Passare da addetto paghe a ruolo in banca - cerco pareri
Ho 29 anni, laurea in Economia, lavoro da più di 1 anno come addetto paghe in uno studio di consulenza del lavoro, ambiente per me non ideale: pressioni del titolare sproporzionate sulle scadenze e sul malcontento dei clienti a discapito di una paga miserabile (1000 euro netti con 13a e 14a in busta) che non giustifica minimamente la mole di lavoro che devo sopportare (faccio 350 buste paga al mese, più assunzioni, contratti, collocamento, ecc).

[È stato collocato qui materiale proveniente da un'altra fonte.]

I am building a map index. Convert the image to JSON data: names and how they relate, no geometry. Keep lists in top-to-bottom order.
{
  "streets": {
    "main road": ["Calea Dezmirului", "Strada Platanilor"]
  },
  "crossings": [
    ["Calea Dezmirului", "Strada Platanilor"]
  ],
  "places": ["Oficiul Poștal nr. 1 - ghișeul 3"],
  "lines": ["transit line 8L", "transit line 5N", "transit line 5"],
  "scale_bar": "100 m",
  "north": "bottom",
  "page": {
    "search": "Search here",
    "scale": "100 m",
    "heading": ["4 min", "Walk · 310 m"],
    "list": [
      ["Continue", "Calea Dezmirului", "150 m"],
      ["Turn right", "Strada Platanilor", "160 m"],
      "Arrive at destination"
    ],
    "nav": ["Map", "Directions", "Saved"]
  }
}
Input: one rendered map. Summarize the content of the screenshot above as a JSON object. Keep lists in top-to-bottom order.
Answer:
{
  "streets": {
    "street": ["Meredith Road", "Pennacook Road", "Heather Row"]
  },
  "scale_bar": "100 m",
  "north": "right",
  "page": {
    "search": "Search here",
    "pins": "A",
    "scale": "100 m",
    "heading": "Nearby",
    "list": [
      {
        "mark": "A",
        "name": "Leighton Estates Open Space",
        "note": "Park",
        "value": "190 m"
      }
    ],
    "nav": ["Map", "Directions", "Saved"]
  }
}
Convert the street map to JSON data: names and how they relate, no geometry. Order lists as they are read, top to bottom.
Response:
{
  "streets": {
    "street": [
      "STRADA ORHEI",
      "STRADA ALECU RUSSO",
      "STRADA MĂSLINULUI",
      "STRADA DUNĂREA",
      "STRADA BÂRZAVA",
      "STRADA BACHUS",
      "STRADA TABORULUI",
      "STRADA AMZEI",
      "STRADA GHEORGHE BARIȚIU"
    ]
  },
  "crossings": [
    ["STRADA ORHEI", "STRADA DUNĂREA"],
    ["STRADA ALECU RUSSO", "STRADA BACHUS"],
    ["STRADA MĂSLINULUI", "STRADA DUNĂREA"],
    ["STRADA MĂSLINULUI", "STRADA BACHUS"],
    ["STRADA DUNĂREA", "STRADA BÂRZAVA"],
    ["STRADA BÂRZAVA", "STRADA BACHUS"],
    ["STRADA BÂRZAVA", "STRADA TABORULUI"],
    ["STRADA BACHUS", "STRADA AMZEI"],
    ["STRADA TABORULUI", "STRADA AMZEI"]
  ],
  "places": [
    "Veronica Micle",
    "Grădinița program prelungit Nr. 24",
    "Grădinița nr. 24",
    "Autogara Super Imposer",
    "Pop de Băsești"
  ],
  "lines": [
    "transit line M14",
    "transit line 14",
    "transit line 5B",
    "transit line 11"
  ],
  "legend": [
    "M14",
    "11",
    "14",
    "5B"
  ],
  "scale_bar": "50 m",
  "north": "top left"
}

Da 3-4 mesi mi sono posto come obiettivo l’ingresso in banca, qualsiasi ruolo (sportello o back office) — sono anche stato chiamato per un colloquio, poi però senza alcun seguito. Compio 30 anni a novembre, il che chiude l’accesso ai contratti di apprendistato under 30 che diverse banche stanno usando quest’anno per assumere, e questo complica un po’ i tempi.
Mi butto tutto sulla ricerca bancaria nei prossimi mesi, continuando comunque a lavorare nel frattempo, oppure punto a crescere come addetto paghe nello studio per poi spostarmi in un’azienda strutturata anche fuori dal bancario, dove i ruoli sono meno rari ma la RAL è comunque più bassa rispetto a quella di un CCNL del credito? Fatico a portare avanti bene entrambe le piste insieme, e vorrei un parere esterno.